Set the details for the catalog we want and authenticate to the server if needed.

In [4]:
hostname = 'tutorial.derivacloud.org'
domain_schema = 'demo-schema'

gnl = GlobusNativeLogin(host=hostname)
if gnl.is_logged_in([hostname]):
    print("You are already logged in.")
else:
    gnl.login([hostname], no_local_server=True, no_browser=True, refresh_tokens=True, update_bdbag_keychain=True)
    print("Login Successful")


You are already logged in.


Create a test catalog and get an instance of the DerivaML class.

In [10]:
test_catalog = create_demo_catalog(hostname, domain_schema, create_features=True, create_datasets=True)
ml_instance = DemoML(hostname, test_catalog.catalog_id)

In [11]:
display(
    [f'{f.target_table.name}:{f.feature_name}' for f in ml_instance.find_features("Subject")],
    [f'{f.target_table.name}:{f.feature_name}' for f in ml_instance.find_features("Image")]
)

['Subject:Health']

['Image:BoundingBox', 'Image:Quality']

In [23]:
system_columns = ['RCT', 'RMT', 'RCB', 'RMB']
datasets = pd.DataFrame(ml_instance.find_datasets()).drop(columns=system_columns)
training_dataset = [ds['RID'] for ds in ml_instance.find_datasets() if 'Training' in ds['Dataset_Type']][0]

display(
    Markdown(f'Training Dataset: {training_dataset}'),
    Markdown('## Datasets'),
    datasets)

Training Dataset: 3PM

## Datasets

Unnamed: 0,RID,Version,Description,Dataset_Type
0,3PC,,A nested dataset for machine learning,"[Partitioned, Image]"
1,3PM,,An image dataset for training,[Training]
2,3PT,,A image dataset for testing,[Testing]
3,3Q0,,A image dataset for validation,[Validation]


A feature is a set of values that are attached to a table in the DerivaML catalog.
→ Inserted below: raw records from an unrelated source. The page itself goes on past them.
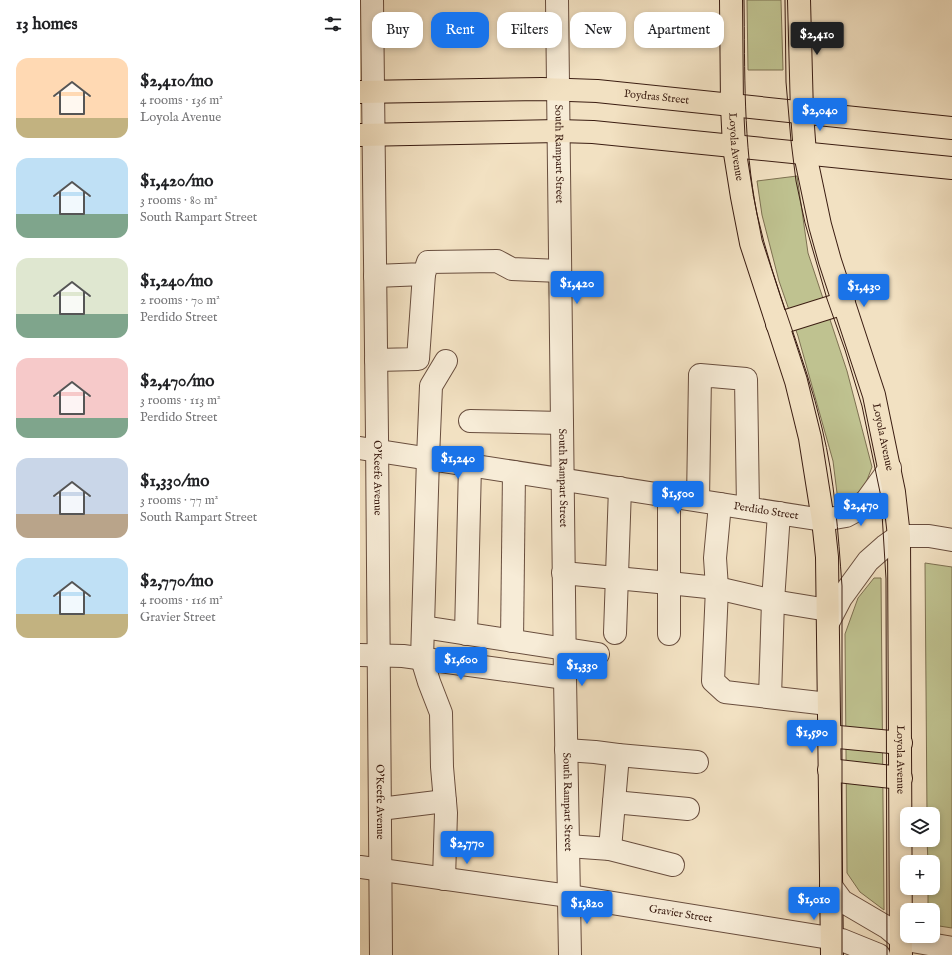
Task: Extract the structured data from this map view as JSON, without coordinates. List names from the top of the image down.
{
  "streets": {
    "main road": ["Poydras Street", "Loyola Avenue"],
    "street": [
      "South Rampart Street",
      "O'Keefe Avenue",
      "Perdido Street",
      "Gravier Street"
    ]
  },
  "crossings": [
    ["Poydras Street", "Loyola Avenue"],
    ["Poydras Street", "South Rampart Street"],
    ["Poydras Street", "O'Keefe Avenue"],
    ["Loyola Avenue", "Perdido Street"],
    ["Loyola Avenue", "Gravier Street"],
    ["South Rampart Street", "Perdido Street"],
    ["South Rampart Street", "Gravier Street"],
    ["O'Keefe Avenue", "Perdido Street"],
    ["O'Keefe Avenue", "Gravier Street"]
  ],
  "page": {
    "heading": "13 homes",
    "chip": [
      "Buy",
      "Rent",
      "Filters",
      "New",
      "Apartment"
    ],
    "price": [
      "$2,410",
      "$2,040",
      "$1,420",
      "$1,430",
      "$1,240",
      "$1,500",
      "$2,470",
      "$1,600",
      "$1,330",
      "$1,590",
      "$2,770",
      "$1,010",
      "$1,820"
    ],
    "list": [
      {
        "name": "$2,410/mo",
        "note": "4 rooms · 136 m² · Loyola Avenue"
      },
      {
        "name": "$1,420/mo",
        "note": "3 rooms · 80 m² · South Rampart Street"
      },
      {
        "name": "$1,240/mo",
        "note": "2 rooms · 70 m² · Perdido Street"
      },
      {
        "name": "$2,470/mo",
        "note": "3 rooms · 113 m² · Perdido Street"
      },
      {
        "name": "$1,330/mo",
        "note": "3 rooms · 77 m² · South Rampart Street"
      },
      {
        "name": "$2,770/mo",
        "note": "4 rooms · 116 m² · Gravier Street"
      }
    ],
    "map_buttons": ["+", "−"]
  }
}
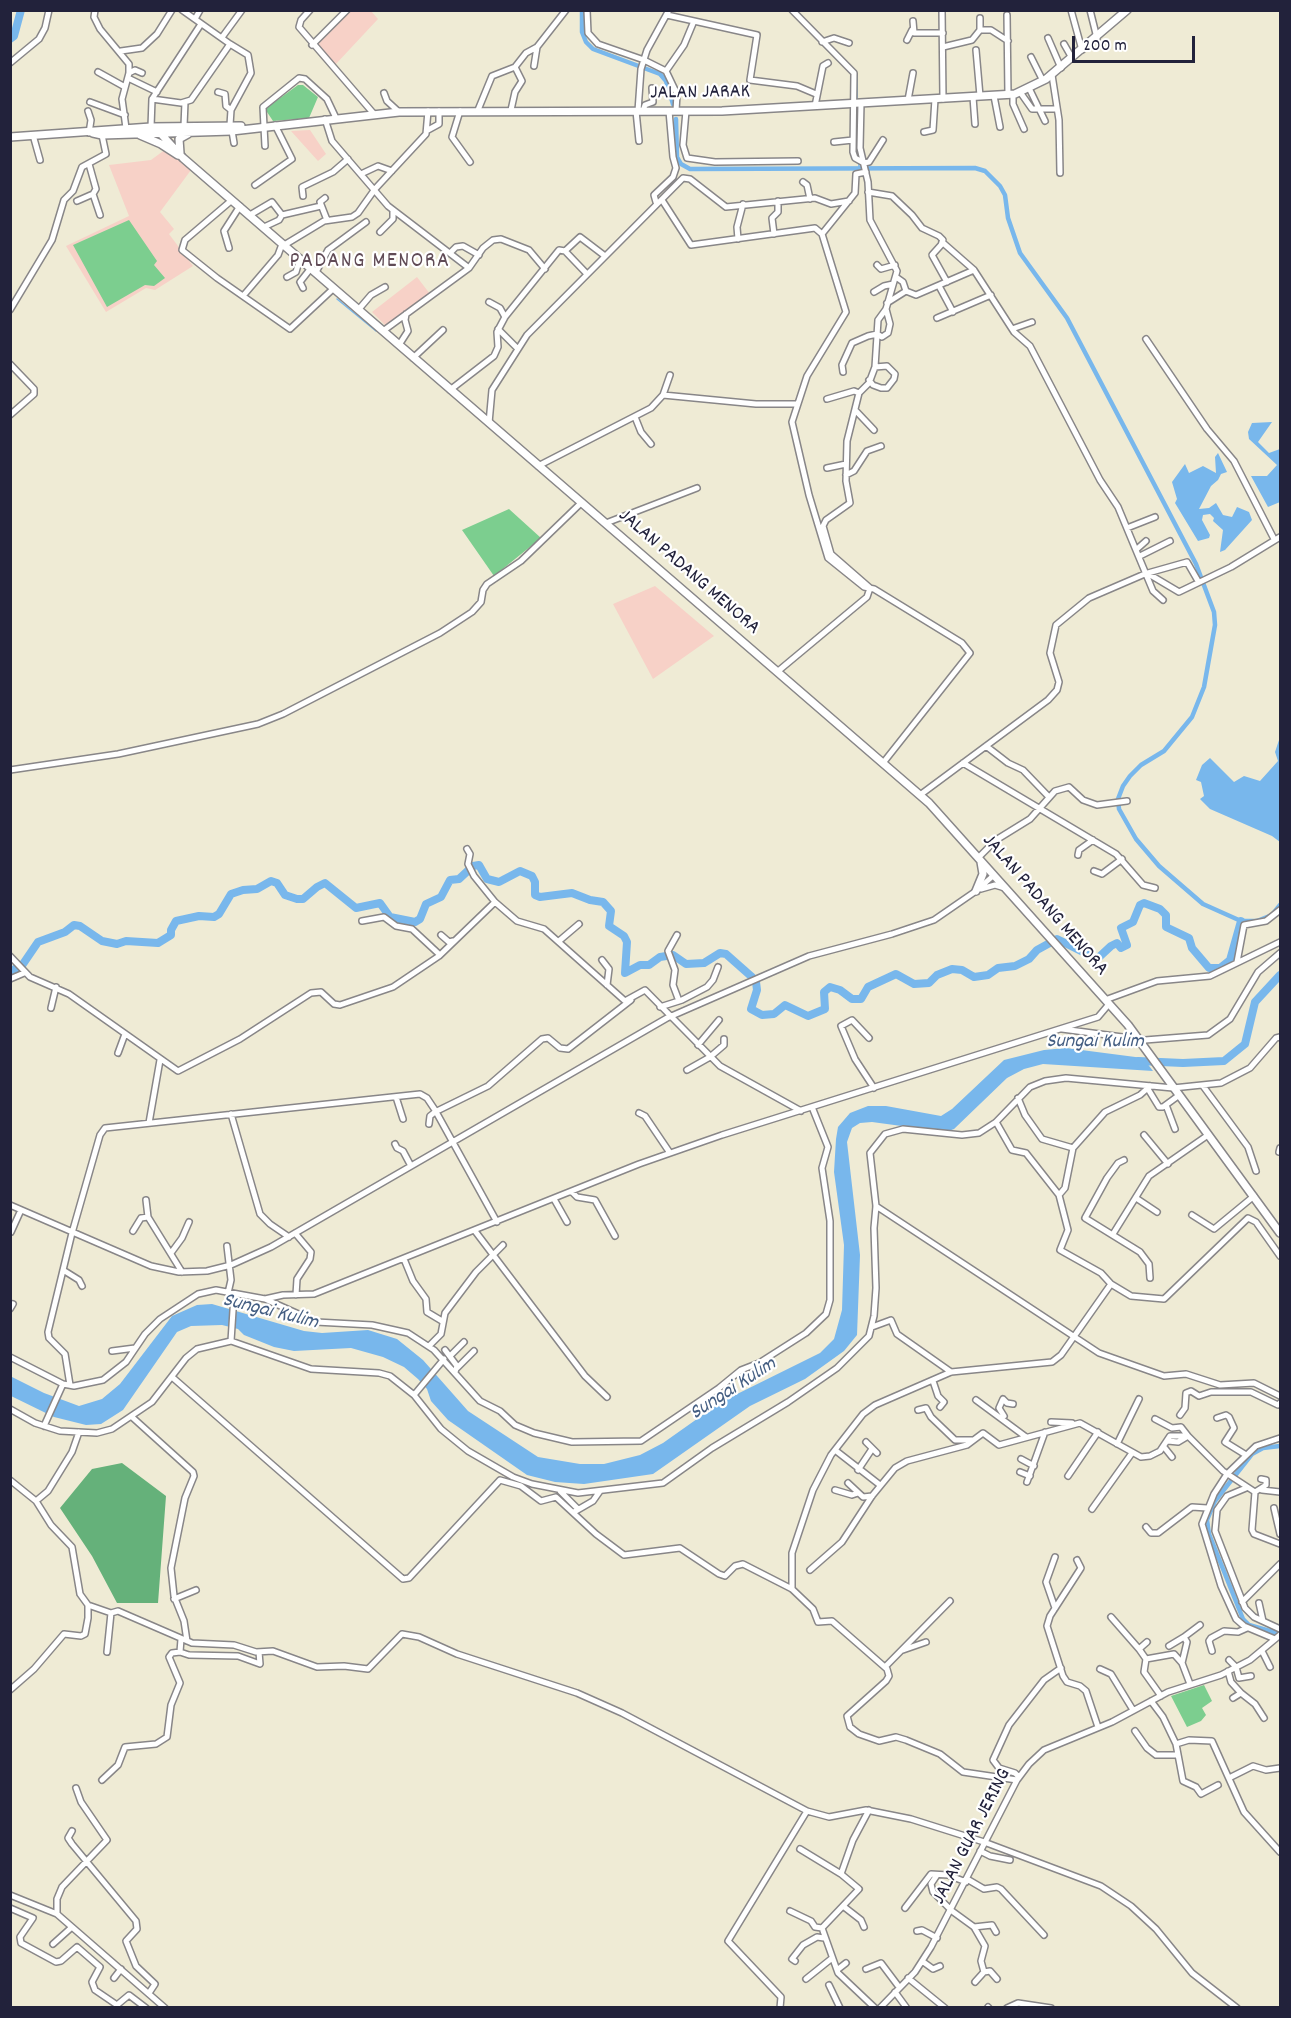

Instances of features are distingushed from one another by the ID of the execution that produced the feature value. The execution could be the result of a program, or it could be a manual process by which a person defines a set of values

To create a new feature, we need to know the name of the feature, the table to which it is attached, and the set of values that make up the feature.  The values could be terms from a controlled vocabulary, a set of one or more file based assets, or other values, such as integers, or strings. However, use of strings outside of controlled vocabularies is discouraged.

In [21]:
# Now lets create model configuration for our program.
with tempfile.TemporaryDirectory() as temp_dir:
    model_file = Path(temp_dir)  / 'modelfile.txt'
    with builtins.open(model_file, "w") as fp:
            fp.write(f"My model")
    training_model = ml_instance.upload_execution_asset(model_file, 'API_Model')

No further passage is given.